◆ TRY IT
Your answer must be every line of the data that contains "space".

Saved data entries
☆ ☆ ☆

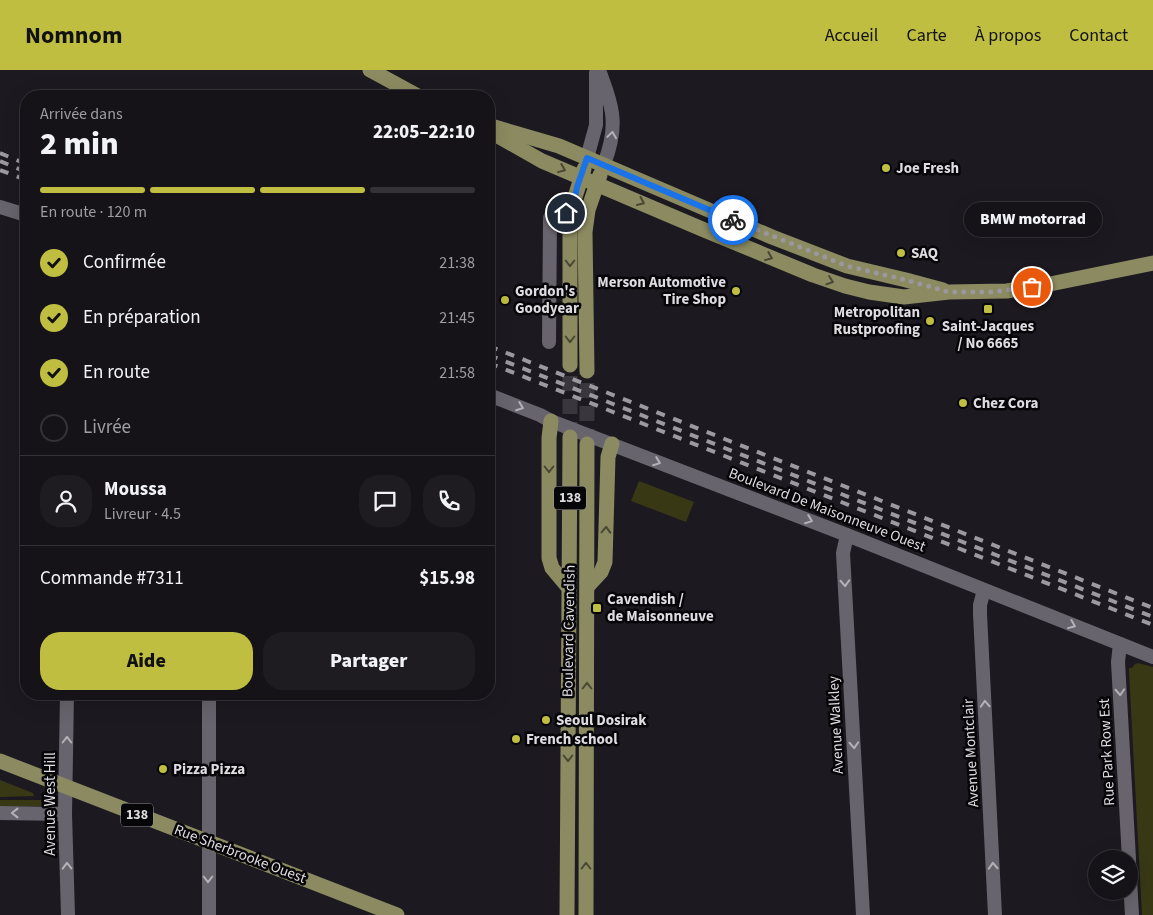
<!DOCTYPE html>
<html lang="fr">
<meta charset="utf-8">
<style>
:root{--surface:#151318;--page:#1e1c21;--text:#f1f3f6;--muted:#9d9ea2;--line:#343237;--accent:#bfbe41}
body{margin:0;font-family:"Source Sans 3",sans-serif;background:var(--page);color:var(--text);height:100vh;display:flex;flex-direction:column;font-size:19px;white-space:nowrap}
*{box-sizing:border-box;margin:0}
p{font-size:16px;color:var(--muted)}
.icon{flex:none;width:28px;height:28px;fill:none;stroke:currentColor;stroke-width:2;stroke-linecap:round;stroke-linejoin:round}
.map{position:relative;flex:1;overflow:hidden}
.drawer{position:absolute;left:20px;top:20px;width:475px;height:610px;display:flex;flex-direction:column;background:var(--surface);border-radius:20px;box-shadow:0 5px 20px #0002,0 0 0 1px var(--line)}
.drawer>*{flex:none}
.fabs{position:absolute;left:1088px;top:780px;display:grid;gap:10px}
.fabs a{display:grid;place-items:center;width:50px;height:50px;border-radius:50%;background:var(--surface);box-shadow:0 5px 20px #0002,0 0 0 1px var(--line);font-size:25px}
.pin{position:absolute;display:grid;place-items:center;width:42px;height:42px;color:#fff;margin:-21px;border:2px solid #fff;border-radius:50%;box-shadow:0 1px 5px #0007}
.courier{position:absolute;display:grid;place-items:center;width:50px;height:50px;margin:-25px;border:4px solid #1a73e8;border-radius:50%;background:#fff;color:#222;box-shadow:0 1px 6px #0007}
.bubble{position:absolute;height:35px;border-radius:18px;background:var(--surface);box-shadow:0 5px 20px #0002,0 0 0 1px var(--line);font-size:16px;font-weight:800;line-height:35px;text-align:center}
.summary em{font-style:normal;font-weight:800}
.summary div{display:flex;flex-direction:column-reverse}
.summary{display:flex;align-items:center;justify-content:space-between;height:85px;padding:0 20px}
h1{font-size:32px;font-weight:800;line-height:38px}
.bar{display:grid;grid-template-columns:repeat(4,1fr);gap:8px 5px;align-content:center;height:60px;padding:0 20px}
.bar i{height:6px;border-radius:4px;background:var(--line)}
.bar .on{background:var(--accent)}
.bar p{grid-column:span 4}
.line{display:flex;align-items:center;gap:12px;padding:0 20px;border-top:1px solid var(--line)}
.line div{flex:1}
.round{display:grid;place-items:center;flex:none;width:52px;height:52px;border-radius:20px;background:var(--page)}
ol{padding:0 20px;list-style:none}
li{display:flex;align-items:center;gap:15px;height:55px}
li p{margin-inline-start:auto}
li .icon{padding:5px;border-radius:50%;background:var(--accent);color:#111;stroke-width:4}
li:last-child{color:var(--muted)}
li i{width:28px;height:28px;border:2px solid var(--line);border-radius:50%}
.primary-button{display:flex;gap:10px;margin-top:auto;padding:10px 20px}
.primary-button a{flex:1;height:58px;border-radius:20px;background:var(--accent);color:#111;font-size:20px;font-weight:800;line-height:58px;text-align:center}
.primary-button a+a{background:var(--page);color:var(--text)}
header{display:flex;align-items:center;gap:30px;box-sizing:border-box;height:70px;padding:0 25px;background:var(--accent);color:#111}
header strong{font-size:24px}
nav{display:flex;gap:28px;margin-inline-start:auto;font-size:18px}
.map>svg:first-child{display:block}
</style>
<header>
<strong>Nomnom</strong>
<nav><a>Accueil</a><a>Carte</a><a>À propos</a><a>Contact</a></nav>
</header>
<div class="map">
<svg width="1153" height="845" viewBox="0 0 1153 845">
<rect width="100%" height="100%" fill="#1c1920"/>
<g fill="#383815">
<path d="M 639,411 L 694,432 L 686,452 L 631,431 Z"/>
<path d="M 1138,593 L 1153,597 L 1153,845 L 1142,845 L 1129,602 L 1129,598 L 1132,598 L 1135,594 Z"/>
<path d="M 0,710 L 33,723 L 34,726 L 0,727 Z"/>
<path d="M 0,730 L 41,730 L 42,736 L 0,736 Z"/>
</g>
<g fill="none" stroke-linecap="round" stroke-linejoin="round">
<g stroke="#39363d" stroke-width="15" stroke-dasharray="15 8" stroke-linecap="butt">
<path d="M 570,367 L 570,295"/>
<path d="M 587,374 L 587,301"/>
</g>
<g stroke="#68646d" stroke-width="14">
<path d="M 599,0 C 613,38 619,55 604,94"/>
<path d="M 587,88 L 596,55 L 596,3"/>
<path d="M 0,137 L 26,145"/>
<path d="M 549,272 L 550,148 L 552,144 L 561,143 L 572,144"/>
<path d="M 489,325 L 540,345 L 551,351 L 847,465 L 1153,587"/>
<path d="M 847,465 L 843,483 L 863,845"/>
<path d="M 984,520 L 980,535 L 980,544 L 995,845"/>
<path d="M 1120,574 L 1118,592 L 1129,789"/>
<path d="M 67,624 L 65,744 L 68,845"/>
<path d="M 209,624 L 209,845"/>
<path d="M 0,743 L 65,744"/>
<path d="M 1129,792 L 1132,845"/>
</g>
<g stroke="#8b8a60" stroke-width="15">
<path d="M 370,0 L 418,26"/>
<path d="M 491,56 L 559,76 L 772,167 L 847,196 L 906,210 L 943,220"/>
<path d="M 489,61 L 542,91 L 702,159 L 813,205 L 845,216 L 869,222 L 904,227 L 949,222 L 1007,221 L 1050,214 L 1153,193"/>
<path d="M 570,295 L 570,156 L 575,127 L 584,99"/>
<path d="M 587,301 L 585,162 L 588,140 L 600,105"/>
<path d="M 551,351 L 549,368 L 549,488 L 552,498 L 568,517"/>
<path d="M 588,516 L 601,502 L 605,492 L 608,387 L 612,374"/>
<path d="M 0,691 L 397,845"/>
<path d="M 567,845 L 570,367"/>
<path d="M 586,845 L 587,374"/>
</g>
<g stroke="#9c99a0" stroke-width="4" stroke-dasharray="9 9" stroke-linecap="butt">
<path d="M 0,83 L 26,94"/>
<path d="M 0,91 L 26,102"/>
<path d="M 0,100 L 26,110"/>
<path d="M 489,276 L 1153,538"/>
<path d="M 489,285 L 1153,547"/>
<path d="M 489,293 L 1153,555"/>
</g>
</g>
<defs><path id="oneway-chevron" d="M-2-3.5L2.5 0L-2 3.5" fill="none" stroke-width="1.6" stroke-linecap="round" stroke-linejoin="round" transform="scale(1.25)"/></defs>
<g stroke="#b5b1b8">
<use href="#oneway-chevron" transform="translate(612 65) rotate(-82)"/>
<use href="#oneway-chevron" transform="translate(520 337) rotate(21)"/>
<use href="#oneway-chevron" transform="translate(657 392) rotate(21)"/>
<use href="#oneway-chevron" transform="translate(809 450) rotate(21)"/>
<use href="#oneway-chevron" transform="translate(845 513) rotate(87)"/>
<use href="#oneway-chevron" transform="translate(1072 555) rotate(22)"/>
<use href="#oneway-chevron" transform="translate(1120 622) rotate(87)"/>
<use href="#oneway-chevron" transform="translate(985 634) rotate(-93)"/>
<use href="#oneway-chevron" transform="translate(67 670) rotate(-90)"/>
<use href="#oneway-chevron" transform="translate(854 675) rotate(87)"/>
<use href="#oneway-chevron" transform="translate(15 743) rotate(-180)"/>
<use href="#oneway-chevron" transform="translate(67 796) rotate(-91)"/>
<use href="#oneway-chevron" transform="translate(993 796) rotate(-93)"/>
<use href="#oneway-chevron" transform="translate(208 809) rotate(90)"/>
</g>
<g stroke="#484834">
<use href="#oneway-chevron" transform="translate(562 99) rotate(22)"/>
<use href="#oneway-chevron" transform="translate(641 132) rotate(24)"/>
<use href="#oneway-chevron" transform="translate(769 187) rotate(22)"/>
<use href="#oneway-chevron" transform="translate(570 193) rotate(90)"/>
<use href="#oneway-chevron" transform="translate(830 211) rotate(19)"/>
<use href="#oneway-chevron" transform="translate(570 269) rotate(90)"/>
<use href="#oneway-chevron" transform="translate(549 399) rotate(90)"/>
<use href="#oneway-chevron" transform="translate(606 460) rotate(-88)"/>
<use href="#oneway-chevron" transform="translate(587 616) rotate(-90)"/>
<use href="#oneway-chevron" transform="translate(568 688) rotate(90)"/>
<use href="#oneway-chevron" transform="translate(586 796) rotate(-90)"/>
</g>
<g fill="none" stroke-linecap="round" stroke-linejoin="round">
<path stroke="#9a979d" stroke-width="5" stroke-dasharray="0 9" d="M 733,150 L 847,196 L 906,210 L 949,222 L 991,222 L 1032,217"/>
<path stroke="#1a73e8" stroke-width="6" d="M 566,143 L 572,144 L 577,117 L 587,88 L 733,150"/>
</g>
<g fill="#bfbe41" stroke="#060508" stroke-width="2">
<circle cx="886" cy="98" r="5"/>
<circle cx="901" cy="183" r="5"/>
<circle cx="736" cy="221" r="5"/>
<circle cx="505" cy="230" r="5"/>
<rect x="983" y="234" width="10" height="10" rx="2.5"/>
<circle cx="930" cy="251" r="5"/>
<circle cx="963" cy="333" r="5"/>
<rect x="592" y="533" width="10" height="10" rx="2.5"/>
<circle cx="546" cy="650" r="5"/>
<circle cx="516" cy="669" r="5"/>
<circle cx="163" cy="699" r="5"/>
</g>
<g text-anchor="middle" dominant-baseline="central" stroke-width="5" stroke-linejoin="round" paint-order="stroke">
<g fill="#060508" stroke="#9d9ba0" stroke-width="1">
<rect x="554" y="416.5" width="32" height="23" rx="4"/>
<rect x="121" y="733.5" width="32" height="23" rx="4"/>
</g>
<g font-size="14" font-weight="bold" fill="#dedbe1">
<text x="570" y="428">138</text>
<text x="137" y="745">138</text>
</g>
<g font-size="15" font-weight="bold" fill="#dedbe1" stroke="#060508" text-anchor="start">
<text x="896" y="98">Joe Fresh</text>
<text x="911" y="183">SAQ</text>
<text x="726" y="212" text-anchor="end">Merson Automotive<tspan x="726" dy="17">Tire Shop</tspan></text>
<text x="515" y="221">Gordon's<tspan x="515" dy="17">Goodyear</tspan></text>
<text x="920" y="242" text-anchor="end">Metropolitan<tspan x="920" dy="17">Rustproofing</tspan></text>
<text x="988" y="256" text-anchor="middle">Saint-Jacques<tspan x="988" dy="17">/ No 6665</tspan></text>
<text x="973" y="333">Chez Cora</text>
<text x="607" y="529">Cavendish /<tspan x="607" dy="17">de Maisonneuve</tspan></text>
<text x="556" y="650">Seoul Dosirak</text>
<text x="526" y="669">French school</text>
<text x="173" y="699">Pizza Pizza</text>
</g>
<g font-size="15" fill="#dedbe1" stroke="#060508">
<text transform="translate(827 440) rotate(21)">Boulevard De Maisonneuve Ouest</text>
<text transform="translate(569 561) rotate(-89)">Boulevard Cavendish</text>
<text transform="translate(836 655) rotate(-93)">Avenue Walkley</text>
<text transform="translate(1107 682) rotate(-93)">Rue Park Row Est</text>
<text transform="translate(971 683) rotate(-93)">Avenue Montclair</text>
<text transform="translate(50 734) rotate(-90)">Avenue West Hill</text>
<text transform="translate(240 784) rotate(21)">Rue Sherbrooke Ouest</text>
</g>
</g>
</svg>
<div class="fabs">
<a><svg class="icon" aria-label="layers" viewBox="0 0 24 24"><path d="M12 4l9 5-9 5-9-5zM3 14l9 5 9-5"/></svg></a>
</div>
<div class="pin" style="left:1032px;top:217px;background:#ea580c"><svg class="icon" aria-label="bag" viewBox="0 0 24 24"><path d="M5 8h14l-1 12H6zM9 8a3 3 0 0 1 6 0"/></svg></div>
<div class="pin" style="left:566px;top:143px;background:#1f2937"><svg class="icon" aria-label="home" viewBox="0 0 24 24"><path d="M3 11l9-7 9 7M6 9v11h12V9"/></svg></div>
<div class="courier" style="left:733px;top:150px"><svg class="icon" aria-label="bike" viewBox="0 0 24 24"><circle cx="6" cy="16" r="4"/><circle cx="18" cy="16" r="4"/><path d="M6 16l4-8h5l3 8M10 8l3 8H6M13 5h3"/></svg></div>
<div class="bubble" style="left:964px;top:132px;width:138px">BMW motorrad</div>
<section class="drawer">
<div class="summary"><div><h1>2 min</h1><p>Arrivée dans</p></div><em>22:05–22:10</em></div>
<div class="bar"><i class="on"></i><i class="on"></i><i class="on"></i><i></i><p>En route · 120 m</p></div>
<ol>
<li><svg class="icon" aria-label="check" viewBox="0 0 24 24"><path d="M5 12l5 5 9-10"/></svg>Confirmée<p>21:38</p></li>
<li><svg class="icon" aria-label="check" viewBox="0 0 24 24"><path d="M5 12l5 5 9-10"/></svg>En préparation<p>21:45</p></li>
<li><svg class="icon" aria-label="check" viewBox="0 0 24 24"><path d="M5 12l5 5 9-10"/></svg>En route<p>21:58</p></li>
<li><i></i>Livrée</li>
</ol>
<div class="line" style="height:90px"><a class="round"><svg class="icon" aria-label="person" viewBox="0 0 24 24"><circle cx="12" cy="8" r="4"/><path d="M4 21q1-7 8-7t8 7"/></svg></a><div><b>Moussa</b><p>Livreur · 4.5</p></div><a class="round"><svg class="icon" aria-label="chat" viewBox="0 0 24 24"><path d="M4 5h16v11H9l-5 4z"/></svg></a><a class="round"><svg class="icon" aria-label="phone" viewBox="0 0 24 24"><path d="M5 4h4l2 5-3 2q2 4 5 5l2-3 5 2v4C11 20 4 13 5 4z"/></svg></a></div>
<div class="line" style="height:65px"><div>Commande #7311</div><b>$15.98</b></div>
<div class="primary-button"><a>Aide</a><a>Partager</a></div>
</section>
</div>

☆ ☆ ☆

◆ RESPONSE BOX
body{margin:0;font-family:"Source Sans 3",sans-serif;background:var(--page);color:var(--text);height:100vh;display:flex;flex-direction:column;font-size:19px;white-space:nowrap}
.summary{display:flex;align-items:center;justify-content:space-between;height:85px;padding:0 20px}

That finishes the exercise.